With all the advancements in optical and laser technologies, the mice works great on most practical surfaces but as soon as you lift it off the surface it degrades to a very bulky clicking device. If you’ve ever leaned right back on your seat or lounged on a very soft couch and tried to use a mouse to surf the web, you’d probably be familiar with the strain on your arms or back. It’s not easy or comfortable.
To help solve this problem, Craig Ranta, Steven Bathiche and Monique Chatterjee from Microsoft came up with a very cool “wearable pointing device” that looks somewhat like a hybrid between the gloves in Minority Report and the Nintendo Wiimote. Their patent filed in October 2006 was just recently published.

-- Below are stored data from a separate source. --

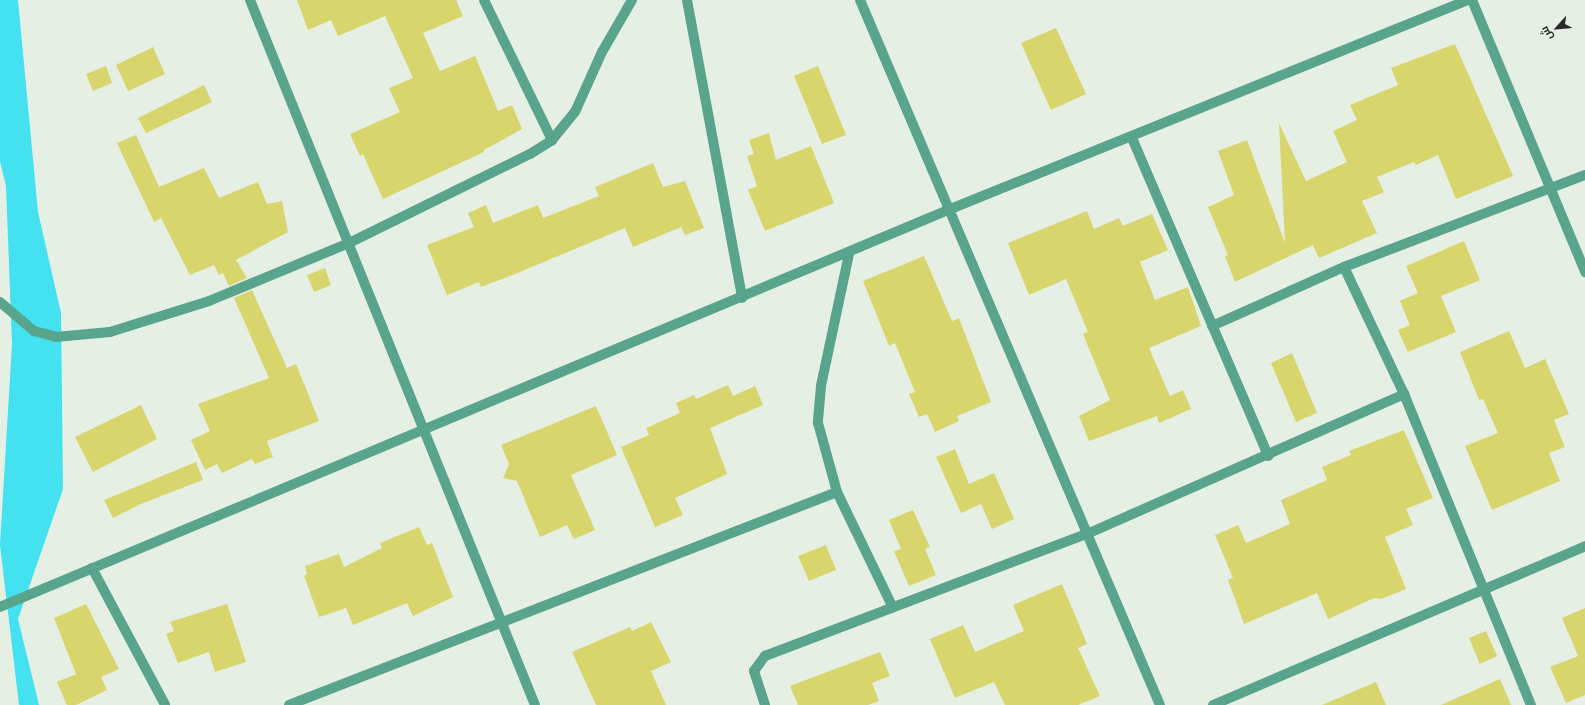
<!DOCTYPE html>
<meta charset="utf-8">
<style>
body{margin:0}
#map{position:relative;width:1585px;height:705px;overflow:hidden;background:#e6efe4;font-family:Quicksand,Cairo,sans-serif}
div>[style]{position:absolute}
.water>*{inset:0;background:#44e1f0}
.building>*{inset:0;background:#d8d56d}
.minor>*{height:10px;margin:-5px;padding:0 5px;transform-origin:5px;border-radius:5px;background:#58a48d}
span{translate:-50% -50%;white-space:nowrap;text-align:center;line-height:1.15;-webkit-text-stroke:3px #e6efe4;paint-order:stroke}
.north{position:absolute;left:1537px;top:8px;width:40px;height:40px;-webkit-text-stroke:3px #e6efe4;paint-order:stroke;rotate:243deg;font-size:11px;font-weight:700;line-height:16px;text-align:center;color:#272a26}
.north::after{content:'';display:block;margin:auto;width:14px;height:18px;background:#272a26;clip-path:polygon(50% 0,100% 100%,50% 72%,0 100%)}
</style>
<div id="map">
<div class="water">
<div style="clip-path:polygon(0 0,18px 0,38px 212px,61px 313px,63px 489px,18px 619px,39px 705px,19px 705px,0 545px,12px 344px,6px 186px,0 161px)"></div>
</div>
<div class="building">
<div style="clip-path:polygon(297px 0,456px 0,463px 16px,423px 33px,440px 71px,475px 56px,498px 111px,512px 105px,522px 129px,484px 150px,484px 152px,383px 199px,363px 154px,360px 156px,350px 134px,400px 112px,389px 88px,413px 78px,385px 16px,338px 36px,331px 20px,308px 30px)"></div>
<div style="clip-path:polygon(1056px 28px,1086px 94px,1051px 110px,1021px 43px)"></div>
<div style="clip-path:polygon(1455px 44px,1513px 176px,1456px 199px,1438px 155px,1416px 165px,1414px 162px,1377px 177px,1384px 192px,1362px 201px,1377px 233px,1319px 258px,1313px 245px,1235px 282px,1225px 256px,1228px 255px,1208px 207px,1234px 195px,1218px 151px,1247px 140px,1285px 243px,1279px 123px,1306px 181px,1347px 162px,1333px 131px,1357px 120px,1350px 105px,1398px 85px,1391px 68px)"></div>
<div style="clip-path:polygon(153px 47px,165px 74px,128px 91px,116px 65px)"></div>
<div style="clip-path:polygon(106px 66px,112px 83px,93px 91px,86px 74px)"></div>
<div style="clip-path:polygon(818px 66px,846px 135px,822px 144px,794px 76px)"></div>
<div style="clip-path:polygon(204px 85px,212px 102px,146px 133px,138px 118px)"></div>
<div style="clip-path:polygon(769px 133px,776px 160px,811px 146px,834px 203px,765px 231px,748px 190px,757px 186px,747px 156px,754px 154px,749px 140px)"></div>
<div style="clip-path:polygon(136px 135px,159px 187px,204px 168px,219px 198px,258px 182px,267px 204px,282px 201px,288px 232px,236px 260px,247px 278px,229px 286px,223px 273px,219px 275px,214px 265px,190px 275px,161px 218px,154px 222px,117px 143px)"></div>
<div style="clip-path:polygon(653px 163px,663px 187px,685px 181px,704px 228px,685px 235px,681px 227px,633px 247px,625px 228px,515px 274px,481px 287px,479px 282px,447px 295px,427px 245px,474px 227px,468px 213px,486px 205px,493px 223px,538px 205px,543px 218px,599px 196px,595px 187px)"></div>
<div style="clip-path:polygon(1087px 211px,1094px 229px,1119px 218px,1123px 226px,1152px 214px,1168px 250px,1140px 262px,1155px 300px,1188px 287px,1201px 326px,1149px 348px,1170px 396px,1183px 390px,1191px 409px,1159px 423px,1157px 416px,1089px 441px,1079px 416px,1110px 400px,1083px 334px,1088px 332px,1066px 279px,1029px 295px,1008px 243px)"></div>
<div style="clip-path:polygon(1464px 241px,1480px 280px,1441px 296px,1456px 332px,1408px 352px,1398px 330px,1410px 325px,1400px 301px,1418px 293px,1406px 266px)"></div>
<div style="clip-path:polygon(924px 256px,952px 321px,959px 318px,991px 402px,957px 416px,959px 421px,935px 432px,927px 414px,919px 417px,909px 394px,915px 392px,895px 343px,889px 346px,863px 281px)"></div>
<div style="clip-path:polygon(325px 268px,331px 285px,314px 292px,307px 275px)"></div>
<div style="clip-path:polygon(252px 290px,287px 368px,296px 364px,319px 421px,267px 441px,273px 457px,255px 464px,252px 459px,222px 473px,217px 464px,205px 470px,191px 440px,210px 431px,198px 404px,269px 378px,234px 298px)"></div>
<div style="clip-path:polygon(1509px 331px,1525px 368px,1545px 359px,1569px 414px,1554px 420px,1565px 447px,1549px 453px,1560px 481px,1492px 510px,1465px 446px,1498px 433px,1483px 399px,1479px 400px,1460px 352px)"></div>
<div style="clip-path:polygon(1292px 353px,1317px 413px,1296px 422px,1271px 363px)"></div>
<div style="clip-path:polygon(728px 385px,733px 396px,755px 386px,763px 405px,710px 428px,727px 474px,675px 498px,683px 515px,655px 527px,621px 447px,649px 435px,646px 428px,680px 413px,676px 403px,694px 395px,696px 399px)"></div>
<div style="clip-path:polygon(141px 405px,157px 439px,93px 472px,75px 437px)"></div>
<div style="clip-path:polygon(596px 406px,617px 455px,571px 475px,595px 530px,574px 539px,567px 525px,540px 537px,517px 481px,503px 478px,509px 464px,501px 445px)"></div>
<div style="clip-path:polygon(1404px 430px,1433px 498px,1406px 509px,1413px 525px,1385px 537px,1406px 589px,1381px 599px,1374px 598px,1328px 619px,1317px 593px,1244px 624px,1228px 580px,1233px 578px,1215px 535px,1238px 525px,1246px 543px,1290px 524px,1281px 500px,1327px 480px,1322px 467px,1351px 455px,1349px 451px)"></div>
<div style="clip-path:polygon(955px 449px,969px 484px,994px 473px,1014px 519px,992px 529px,981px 504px,961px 513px,936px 457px)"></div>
<div style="clip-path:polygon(196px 462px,203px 480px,143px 503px,113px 518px,104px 500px)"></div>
<div style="clip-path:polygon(913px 510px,930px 547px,925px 549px,936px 575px,909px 586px,894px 551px,901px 549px,889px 520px)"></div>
<div style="clip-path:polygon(419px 527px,427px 545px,432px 543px,453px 597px,413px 616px,407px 603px,353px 625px,346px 608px,319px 617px,304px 576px,307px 574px,305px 566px,339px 554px,344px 567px,382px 548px,380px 543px)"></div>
<div style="clip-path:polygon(826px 545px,836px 570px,809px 581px,798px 556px)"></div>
<div style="clip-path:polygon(1062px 584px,1087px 644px,1078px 648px,1100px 696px,1078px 705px,1005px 705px,994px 682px,955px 698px,930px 639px,963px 625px,975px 652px,1024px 631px,1013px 605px)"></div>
<div style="clip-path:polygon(86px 604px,119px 669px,101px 677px,107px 690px,76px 705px,67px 705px,57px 682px,76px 674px,54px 618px)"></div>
<div style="clip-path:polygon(227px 604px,246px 662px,215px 672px,209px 652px,178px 663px,166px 634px,174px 631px,170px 622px)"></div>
<div style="clip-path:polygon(1585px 608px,1585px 695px,1566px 703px,1550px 667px,1578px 656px,1562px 618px)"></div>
<div style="clip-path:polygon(651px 622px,671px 662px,651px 671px,666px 705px,596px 705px,572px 652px,630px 627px,632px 631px)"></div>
<div style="clip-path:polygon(1486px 631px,1497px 656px,1480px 664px,1469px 638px)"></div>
<div style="clip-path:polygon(880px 652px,890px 676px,872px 683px,879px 701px,868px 705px,798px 705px,790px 686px)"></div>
<div style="clip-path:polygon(1500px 679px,1511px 705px,1441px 705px)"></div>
<div style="clip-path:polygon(1376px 682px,1386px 705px,1322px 705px)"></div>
</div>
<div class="minor">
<div style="left:250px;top:0;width:760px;rotate:67.99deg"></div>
<div style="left:484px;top:0;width:156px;rotate:64.1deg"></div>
<div style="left:687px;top:0;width:303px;rotate:79.5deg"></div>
<div style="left:860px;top:0;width:766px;rotate:66.95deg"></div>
<div style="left:1472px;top:0;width:295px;rotate:67.4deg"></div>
<div style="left:1132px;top:138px;width:346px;rotate:66.8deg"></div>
<div style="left:849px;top:254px;width:135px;rotate:102deg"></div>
<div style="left:821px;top:386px;width:37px;rotate:95deg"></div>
<div style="left:818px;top:423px;width:72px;rotate:74.6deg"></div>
<div style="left:837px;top:492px;width:127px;rotate:64.2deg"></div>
<div style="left:1344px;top:267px;width:258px;rotate:-20.9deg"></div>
<div style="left:0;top:302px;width:45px;rotate:40.5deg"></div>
<div style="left:34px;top:331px;width:23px;rotate:15deg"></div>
<div style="left:56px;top:337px;width:54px;rotate:-5.3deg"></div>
<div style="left:110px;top:332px;width:104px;rotate:-17.4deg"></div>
<div style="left:209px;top:301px;width:152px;rotate:-22.5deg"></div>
<div style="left:349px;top:243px;width:202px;rotate:-26.2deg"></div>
<div style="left:530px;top:154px;width:26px;rotate:-32deg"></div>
<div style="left:552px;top:140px;width:36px;rotate:-51deg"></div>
<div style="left:575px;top:112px;width:66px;rotate:-65.8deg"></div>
<div style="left:602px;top:52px;width:60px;rotate:-60deg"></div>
<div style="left:1212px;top:326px;width:145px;rotate:-24.1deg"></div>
<div style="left:1344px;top:267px;width:140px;rotate:64.7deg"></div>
<div style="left:1404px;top:394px;width:336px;rotate:67.8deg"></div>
<div style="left:92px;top:568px;width:155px;rotate:61.9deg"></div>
<div style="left:0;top:607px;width:1028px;rotate:-22.72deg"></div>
<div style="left:948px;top:210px;width:561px;rotate:-21.99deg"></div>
<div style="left:289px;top:705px;width:588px;rotate:-21.24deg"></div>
<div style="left:765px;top:705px;width:36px;rotate:-108deg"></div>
<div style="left:754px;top:671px;width:19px;rotate:-54deg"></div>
<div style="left:765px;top:656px;width:344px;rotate:-20.8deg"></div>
<div style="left:1087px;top:534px;width:347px;rotate:-23.8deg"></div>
<div style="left:1213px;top:705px;width:405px;rotate:-23.1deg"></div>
</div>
<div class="north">ش</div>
</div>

Besides looking pretty cool, the design actually takes into account a lot of practicality which leads me to believe this is something more than a fancy research demo. For example by wearing the device it does not prevent you from doing other tasks such as typing on a keyboard. The cursor movements are activated by a “switch” (110) that can be activated by closing your hands, grasping the device like a joystick, and then turning the yaw and pitch to control the X and Y positions respectively. There are also left (114) and right click (116) buttons which can be pressed by the thumb.

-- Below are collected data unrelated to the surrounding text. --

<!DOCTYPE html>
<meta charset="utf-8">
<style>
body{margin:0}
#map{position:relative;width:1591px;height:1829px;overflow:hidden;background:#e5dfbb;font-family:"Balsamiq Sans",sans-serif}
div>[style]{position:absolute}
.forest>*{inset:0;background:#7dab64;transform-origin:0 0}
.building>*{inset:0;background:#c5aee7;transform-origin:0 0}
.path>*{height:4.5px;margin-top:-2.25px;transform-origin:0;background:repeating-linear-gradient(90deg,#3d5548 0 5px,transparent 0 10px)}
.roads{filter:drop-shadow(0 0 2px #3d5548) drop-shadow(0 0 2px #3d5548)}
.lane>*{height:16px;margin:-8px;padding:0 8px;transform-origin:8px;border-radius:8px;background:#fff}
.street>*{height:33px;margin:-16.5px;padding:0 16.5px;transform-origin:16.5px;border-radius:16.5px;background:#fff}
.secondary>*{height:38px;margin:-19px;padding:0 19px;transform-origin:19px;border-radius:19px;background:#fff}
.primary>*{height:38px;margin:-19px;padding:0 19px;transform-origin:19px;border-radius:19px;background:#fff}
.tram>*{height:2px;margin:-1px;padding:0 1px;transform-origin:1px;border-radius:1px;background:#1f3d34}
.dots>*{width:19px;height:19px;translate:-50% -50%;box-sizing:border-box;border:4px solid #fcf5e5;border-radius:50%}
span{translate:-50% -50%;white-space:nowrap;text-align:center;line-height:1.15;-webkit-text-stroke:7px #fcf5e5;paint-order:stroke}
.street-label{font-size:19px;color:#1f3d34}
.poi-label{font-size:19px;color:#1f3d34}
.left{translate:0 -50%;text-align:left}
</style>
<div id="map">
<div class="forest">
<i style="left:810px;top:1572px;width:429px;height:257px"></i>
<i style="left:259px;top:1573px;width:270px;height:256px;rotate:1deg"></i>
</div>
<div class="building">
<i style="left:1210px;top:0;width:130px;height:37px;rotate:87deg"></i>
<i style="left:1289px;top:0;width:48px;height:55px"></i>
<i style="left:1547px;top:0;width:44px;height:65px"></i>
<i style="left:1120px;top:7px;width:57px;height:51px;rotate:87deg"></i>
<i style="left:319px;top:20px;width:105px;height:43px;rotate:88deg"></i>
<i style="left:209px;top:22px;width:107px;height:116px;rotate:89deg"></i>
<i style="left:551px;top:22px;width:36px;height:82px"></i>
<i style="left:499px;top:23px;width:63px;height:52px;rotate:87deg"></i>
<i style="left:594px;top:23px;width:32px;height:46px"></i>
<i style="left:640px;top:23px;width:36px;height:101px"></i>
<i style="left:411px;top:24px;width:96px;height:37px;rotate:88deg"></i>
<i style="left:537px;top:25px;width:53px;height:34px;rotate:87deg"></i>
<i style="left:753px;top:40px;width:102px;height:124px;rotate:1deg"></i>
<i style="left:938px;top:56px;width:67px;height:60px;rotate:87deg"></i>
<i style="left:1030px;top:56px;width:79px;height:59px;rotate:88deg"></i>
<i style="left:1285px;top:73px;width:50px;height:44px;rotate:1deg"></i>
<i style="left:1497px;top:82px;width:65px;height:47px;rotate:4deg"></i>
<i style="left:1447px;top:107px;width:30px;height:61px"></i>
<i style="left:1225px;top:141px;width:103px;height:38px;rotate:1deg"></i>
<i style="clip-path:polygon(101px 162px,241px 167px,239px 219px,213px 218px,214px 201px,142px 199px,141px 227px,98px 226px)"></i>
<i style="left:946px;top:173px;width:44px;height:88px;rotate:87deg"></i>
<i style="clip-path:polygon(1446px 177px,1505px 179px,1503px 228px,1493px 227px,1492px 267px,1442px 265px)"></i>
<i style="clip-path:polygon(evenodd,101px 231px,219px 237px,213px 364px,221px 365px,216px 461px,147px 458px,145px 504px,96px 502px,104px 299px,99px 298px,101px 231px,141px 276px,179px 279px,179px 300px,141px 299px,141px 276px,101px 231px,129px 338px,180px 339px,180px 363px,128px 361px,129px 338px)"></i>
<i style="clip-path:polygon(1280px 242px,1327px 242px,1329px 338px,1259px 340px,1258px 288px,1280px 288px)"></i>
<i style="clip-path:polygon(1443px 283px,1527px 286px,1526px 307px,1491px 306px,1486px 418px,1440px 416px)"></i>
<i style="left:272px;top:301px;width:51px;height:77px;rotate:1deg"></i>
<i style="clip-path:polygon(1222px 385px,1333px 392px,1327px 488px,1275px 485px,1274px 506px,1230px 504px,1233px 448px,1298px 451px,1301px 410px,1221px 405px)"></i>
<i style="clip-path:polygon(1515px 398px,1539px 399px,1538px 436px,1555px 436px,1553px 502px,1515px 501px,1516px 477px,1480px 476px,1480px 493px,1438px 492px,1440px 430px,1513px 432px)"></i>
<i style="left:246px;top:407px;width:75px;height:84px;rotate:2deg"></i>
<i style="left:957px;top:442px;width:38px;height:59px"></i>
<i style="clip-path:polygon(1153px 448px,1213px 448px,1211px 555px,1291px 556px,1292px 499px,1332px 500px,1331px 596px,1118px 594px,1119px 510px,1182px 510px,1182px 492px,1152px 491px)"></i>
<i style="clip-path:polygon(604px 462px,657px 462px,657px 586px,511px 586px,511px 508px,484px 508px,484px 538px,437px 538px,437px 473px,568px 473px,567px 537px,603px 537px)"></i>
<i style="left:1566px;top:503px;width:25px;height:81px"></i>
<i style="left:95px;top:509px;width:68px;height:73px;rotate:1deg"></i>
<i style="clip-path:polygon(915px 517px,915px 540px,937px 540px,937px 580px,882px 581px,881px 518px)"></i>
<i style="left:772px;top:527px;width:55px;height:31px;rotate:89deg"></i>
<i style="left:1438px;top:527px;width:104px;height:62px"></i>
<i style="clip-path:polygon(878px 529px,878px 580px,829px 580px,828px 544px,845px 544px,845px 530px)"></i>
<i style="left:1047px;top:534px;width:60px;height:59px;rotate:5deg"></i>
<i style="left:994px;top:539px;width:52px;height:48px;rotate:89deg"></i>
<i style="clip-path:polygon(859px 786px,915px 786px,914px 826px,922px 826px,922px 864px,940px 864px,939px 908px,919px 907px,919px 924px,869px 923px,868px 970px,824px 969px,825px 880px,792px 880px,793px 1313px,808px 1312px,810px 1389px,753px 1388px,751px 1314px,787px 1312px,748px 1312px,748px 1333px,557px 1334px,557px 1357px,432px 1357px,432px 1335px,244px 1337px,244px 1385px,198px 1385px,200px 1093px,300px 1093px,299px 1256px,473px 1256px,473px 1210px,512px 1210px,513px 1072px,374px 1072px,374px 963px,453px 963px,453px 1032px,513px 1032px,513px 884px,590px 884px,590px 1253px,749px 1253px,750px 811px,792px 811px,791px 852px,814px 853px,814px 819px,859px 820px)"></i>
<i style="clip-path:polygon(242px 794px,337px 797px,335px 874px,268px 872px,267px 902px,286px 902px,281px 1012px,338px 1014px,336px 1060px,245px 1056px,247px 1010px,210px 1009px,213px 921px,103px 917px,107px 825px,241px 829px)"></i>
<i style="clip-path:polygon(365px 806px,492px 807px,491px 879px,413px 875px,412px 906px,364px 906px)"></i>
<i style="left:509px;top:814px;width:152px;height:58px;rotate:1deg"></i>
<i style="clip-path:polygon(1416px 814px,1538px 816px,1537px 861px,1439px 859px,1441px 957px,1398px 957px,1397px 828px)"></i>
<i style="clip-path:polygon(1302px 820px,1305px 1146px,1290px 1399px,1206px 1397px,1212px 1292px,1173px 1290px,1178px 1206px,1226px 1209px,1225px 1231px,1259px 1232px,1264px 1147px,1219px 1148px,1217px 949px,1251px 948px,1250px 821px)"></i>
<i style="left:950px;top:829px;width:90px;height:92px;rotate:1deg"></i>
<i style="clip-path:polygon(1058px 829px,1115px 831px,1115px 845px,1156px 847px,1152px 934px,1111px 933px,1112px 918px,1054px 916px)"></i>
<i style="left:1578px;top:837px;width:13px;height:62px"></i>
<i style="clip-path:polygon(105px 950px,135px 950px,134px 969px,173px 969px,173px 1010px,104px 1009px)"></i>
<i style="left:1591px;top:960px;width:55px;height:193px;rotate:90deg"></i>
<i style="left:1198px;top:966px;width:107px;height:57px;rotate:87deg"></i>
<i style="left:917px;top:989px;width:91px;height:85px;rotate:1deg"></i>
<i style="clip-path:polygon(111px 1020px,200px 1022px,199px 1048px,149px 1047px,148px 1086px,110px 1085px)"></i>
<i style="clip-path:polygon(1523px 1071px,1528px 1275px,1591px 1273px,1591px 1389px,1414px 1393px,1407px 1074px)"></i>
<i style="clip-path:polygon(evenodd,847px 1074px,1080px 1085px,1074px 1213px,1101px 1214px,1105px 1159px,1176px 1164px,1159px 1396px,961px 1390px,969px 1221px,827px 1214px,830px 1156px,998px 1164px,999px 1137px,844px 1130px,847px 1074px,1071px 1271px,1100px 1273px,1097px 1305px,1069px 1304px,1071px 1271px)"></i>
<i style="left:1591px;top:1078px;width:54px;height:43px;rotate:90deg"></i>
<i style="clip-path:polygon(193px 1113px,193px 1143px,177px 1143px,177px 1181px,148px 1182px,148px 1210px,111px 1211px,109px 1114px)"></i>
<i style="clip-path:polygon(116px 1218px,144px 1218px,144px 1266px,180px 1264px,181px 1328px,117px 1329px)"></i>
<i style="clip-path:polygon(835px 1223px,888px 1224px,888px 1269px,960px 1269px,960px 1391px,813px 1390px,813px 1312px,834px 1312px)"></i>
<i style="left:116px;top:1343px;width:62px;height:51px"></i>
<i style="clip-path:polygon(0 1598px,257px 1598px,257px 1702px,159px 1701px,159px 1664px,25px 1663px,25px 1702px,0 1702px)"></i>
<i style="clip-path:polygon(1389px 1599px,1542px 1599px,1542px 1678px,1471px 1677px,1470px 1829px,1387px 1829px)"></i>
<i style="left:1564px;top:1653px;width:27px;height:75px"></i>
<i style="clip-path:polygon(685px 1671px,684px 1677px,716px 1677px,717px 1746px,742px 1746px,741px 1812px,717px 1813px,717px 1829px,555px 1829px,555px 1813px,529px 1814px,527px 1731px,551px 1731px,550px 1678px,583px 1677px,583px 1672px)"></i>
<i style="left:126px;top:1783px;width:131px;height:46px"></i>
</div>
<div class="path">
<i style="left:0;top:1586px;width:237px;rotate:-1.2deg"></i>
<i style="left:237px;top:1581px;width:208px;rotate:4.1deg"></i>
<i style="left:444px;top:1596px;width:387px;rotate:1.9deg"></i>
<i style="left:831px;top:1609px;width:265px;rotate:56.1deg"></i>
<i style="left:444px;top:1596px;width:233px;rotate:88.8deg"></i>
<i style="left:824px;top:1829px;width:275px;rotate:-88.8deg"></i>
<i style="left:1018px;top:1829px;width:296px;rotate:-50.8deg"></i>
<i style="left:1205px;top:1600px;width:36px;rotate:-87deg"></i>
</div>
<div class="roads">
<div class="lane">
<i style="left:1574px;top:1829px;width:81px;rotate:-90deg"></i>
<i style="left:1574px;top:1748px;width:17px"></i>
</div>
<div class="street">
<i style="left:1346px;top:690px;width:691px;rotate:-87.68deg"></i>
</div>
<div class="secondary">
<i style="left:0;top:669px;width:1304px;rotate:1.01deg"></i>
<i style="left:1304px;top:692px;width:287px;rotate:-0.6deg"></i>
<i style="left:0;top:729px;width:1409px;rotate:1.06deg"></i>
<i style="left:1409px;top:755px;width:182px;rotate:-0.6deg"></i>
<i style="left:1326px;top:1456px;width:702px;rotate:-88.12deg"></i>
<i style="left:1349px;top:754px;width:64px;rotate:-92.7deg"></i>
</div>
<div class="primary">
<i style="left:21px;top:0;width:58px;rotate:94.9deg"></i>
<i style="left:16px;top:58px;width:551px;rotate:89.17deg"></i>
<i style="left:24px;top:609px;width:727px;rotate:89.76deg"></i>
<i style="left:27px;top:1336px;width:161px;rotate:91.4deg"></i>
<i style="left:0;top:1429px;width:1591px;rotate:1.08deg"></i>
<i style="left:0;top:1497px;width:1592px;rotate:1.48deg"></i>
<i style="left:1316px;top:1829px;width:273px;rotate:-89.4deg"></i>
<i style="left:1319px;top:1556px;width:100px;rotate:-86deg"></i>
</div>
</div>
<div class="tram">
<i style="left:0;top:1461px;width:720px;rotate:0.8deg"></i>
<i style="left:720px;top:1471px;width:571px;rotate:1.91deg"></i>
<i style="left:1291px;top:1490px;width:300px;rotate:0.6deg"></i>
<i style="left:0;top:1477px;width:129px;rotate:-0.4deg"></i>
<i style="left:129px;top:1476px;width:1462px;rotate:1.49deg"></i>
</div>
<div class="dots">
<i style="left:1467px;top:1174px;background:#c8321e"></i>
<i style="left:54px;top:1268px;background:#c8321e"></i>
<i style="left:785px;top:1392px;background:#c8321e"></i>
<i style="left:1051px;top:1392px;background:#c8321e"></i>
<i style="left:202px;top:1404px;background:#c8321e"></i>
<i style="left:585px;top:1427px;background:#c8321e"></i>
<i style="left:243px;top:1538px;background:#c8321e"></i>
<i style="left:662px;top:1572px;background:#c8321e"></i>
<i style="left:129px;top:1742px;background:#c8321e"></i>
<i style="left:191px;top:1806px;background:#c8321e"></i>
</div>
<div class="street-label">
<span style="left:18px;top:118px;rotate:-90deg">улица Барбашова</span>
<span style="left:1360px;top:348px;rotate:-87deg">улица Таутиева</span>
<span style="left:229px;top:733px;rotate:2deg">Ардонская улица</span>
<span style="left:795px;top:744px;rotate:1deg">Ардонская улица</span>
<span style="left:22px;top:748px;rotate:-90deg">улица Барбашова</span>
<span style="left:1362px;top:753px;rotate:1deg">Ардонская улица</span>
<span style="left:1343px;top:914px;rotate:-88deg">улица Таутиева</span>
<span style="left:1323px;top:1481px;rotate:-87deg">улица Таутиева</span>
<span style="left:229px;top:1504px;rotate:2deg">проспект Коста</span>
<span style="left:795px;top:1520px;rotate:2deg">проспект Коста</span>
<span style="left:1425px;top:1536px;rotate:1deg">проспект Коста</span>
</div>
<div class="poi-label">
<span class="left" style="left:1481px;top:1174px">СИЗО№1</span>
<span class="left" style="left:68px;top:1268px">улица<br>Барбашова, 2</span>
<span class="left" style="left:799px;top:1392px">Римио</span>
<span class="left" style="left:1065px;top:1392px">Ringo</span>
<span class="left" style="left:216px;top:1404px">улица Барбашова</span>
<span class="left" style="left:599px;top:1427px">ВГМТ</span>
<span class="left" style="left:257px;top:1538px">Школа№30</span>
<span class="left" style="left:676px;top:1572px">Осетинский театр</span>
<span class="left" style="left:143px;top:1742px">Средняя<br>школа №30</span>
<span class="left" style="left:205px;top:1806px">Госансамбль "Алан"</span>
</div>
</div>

The patent actually goes into a lot of technicalities even as far as to name the specific gyroscope modules that can be used, Analog Devices’ ADXRS150 for those of you playing at home, which leads me to guess they might have a working prototype somewhere.
Whilst this is certainly not the first wearable mouse invented, this particular implementation seems practical enough for mainstream users and not to mention Microsoft Hardware has a pretty solid history of building nice peripherals. I wonder if they have one available for review.